What to drink with curry
Forget about beer: wine can be a curry's best friend
I was thrilled last week when I was finally able to palm off a sweet rosé that had been sitting in my fridge for months. But when I cooked up a beautiful spicy curry a few days later, I regretted giving it away. My husband told me to "just have a beer", a tipple synonymous with curry and spicy foods. I gave him a skeef look and went to rummage in the wine cooler.

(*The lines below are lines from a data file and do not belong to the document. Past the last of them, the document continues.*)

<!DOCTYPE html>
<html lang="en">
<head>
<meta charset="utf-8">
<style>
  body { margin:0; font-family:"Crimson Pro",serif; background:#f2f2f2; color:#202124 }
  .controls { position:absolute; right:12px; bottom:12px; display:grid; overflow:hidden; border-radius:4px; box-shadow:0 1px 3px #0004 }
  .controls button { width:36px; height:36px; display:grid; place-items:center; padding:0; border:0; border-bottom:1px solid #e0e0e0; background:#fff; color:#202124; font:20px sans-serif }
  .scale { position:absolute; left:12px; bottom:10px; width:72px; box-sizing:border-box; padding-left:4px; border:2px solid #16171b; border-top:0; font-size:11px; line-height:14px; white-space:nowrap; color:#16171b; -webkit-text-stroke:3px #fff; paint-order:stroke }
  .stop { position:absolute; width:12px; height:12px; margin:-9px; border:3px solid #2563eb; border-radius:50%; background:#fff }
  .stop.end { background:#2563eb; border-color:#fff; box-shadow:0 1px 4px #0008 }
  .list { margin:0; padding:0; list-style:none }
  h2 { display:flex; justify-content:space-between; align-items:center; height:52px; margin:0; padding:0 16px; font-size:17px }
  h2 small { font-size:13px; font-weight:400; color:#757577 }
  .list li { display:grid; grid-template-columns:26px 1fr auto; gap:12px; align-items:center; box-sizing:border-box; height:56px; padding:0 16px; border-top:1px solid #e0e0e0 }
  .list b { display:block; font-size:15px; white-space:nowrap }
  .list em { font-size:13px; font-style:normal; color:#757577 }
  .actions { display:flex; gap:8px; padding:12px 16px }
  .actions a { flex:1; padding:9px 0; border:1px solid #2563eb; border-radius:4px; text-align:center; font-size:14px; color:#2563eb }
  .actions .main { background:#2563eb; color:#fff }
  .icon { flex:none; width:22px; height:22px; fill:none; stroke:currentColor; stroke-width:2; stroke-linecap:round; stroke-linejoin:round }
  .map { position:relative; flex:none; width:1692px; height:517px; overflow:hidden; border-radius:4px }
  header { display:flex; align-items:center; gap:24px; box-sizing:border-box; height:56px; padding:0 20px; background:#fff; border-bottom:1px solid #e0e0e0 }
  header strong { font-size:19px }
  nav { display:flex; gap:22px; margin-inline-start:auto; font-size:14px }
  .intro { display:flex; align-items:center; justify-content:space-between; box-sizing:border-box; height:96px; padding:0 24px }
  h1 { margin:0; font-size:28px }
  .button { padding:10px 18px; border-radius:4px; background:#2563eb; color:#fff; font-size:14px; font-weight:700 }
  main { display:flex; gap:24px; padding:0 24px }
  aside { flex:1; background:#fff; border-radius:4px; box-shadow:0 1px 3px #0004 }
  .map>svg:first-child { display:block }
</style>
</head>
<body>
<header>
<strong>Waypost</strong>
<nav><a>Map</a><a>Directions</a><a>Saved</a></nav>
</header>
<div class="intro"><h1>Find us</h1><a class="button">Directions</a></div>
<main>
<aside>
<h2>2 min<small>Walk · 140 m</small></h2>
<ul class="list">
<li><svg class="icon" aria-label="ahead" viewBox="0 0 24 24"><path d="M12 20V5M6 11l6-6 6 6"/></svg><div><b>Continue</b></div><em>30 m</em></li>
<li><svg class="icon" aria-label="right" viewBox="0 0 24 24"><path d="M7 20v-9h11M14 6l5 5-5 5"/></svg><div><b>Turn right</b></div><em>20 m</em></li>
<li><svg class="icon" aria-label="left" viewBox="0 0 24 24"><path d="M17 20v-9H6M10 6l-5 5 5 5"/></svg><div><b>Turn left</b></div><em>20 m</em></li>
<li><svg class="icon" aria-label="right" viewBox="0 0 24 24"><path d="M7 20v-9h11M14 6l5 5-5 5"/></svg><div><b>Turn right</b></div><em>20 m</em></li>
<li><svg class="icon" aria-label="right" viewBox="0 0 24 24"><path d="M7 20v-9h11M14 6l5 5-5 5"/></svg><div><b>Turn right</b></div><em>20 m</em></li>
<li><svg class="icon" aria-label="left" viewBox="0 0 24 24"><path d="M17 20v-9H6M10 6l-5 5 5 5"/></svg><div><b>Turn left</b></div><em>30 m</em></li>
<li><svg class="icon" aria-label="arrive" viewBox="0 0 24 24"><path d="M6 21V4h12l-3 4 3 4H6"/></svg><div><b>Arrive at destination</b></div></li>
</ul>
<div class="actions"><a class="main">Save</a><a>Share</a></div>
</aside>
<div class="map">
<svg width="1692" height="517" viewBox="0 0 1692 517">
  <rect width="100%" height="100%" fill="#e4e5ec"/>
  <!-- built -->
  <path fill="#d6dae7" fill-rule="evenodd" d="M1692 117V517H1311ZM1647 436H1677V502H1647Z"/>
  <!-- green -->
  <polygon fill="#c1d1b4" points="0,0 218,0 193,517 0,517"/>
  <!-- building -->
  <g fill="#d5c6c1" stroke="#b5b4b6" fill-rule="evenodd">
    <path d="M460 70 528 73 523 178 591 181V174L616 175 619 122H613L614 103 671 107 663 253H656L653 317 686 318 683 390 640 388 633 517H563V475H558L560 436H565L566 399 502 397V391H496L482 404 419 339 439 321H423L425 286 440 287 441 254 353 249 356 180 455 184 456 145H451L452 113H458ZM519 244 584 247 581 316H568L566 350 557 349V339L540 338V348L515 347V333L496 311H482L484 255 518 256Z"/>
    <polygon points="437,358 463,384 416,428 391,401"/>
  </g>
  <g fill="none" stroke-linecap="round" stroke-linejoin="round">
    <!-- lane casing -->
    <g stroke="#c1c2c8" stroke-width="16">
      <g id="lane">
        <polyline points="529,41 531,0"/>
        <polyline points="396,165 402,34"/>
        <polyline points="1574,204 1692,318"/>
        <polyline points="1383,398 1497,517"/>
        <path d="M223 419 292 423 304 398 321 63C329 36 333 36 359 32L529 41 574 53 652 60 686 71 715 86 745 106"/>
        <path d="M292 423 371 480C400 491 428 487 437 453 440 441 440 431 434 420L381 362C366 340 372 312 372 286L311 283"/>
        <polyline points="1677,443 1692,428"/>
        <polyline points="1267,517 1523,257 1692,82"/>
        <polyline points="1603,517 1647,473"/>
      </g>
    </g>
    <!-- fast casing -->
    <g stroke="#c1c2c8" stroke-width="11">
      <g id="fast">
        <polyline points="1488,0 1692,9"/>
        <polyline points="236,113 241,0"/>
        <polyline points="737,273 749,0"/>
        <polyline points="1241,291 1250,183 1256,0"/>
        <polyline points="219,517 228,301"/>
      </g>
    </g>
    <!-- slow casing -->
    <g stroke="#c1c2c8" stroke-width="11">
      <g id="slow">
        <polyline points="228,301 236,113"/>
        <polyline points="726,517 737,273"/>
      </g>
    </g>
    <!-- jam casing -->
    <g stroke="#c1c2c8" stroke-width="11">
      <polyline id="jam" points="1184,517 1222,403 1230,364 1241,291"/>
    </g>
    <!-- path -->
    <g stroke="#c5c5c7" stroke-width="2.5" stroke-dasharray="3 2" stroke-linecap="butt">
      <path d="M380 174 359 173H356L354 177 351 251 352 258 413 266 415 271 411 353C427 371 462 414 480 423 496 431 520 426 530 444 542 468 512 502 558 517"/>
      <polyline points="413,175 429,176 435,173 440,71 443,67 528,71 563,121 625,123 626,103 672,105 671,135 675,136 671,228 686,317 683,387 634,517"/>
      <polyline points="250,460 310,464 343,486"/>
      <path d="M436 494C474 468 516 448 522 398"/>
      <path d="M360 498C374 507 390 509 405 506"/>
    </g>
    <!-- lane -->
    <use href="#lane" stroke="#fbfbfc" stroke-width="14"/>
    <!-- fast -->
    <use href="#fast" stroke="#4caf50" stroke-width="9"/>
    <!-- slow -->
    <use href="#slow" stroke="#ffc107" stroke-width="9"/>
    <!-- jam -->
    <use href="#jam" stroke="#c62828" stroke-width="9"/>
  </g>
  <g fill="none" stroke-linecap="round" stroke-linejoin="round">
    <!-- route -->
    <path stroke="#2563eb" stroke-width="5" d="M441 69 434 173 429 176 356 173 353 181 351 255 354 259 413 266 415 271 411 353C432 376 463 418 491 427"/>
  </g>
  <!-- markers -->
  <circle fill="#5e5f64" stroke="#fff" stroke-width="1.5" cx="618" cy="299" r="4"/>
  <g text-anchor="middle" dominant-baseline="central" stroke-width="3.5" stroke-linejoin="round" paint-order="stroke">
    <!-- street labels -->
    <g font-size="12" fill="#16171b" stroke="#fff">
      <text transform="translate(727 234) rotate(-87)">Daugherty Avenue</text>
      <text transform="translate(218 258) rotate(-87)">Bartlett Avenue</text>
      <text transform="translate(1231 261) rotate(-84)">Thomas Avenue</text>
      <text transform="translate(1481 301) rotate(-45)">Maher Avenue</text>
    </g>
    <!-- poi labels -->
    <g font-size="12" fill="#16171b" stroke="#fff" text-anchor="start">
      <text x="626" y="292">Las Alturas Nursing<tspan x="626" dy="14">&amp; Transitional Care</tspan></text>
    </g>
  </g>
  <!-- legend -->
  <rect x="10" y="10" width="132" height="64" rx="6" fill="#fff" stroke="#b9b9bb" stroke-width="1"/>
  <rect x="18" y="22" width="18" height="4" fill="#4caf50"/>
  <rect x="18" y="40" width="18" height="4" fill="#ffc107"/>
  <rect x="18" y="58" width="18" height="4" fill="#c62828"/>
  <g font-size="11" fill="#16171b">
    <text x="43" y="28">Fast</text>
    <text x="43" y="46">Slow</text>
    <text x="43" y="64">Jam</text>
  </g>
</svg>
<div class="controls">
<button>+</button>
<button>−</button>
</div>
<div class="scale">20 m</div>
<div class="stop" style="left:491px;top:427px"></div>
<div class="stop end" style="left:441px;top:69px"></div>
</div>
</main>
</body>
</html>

Wine is actually a splendid companion to spicier dishes, with two simple guidelines to follow: mouth-feel and residual sugar. Mouth-feel refers to a wine being "big enough" to stand up to the spices, so it should have plenty of aromatics (perfume and spice), and good weight and texture on the palate. The stronger the spice, the more aromatic the wine should be. Gewürztraminer, riesling and dry muscat tick all these boxes, with some of my favourites being the Altydgedacht gewürztraminer and Tygerberg Chatelaine (blend), Delheim Spatzendreck and the Paul Cluver riesling.
Residual sugar (grams of sugar per litre of wine) helps to balance the tongue-tingling heat. Look for wines that have honey, caramel, Turkish delight, candyfloss, tropical fruit or other "sweet" characteristics. A sweet or off-dry rosé blooms when paired with spicy foods. The aromas of roses, ripe strawberry, watermelon juiciness and hard candy offer a touch of perceived sweetness that is a good foil for spicy foods. Try the Graham Beck rosé and Boschendal Pavillion shiraz rosé.
A chardonnay with good fruit expression and tropical yellow fruit flavours is also great (try the Weltevrede Vanilla chardonnay or Groote Post unwooded chardonnay), or a perfumed viognier (excellent with a korma or Thai dishes). You can also get stuck into a fruity chenin with very ripe tropical notes.
If you are venturing into red-wine territory, keep your "sweetness" and tannin levels in mind. A highly tannic wine tastes bitter when engaging chillies and seasonings and the curry strips the fruit from the wine. A juicy zinfandel is great with a vindaloo, while a soft fruity merlot embraces a madras and a spicy shiraz does a rogan josh due justice.
For those who are slaves to a good bubbly, yes you can drink a nice, off-dry blush or demi-sec with your curry. While you are exploring, don't forget the nobles, such as the Nederburg special late harvest; or the sweets, such as Pearly Bay and Robertson natural sweet. Or go Oriental and take your shoes off, sit on the floor and nurse a sake.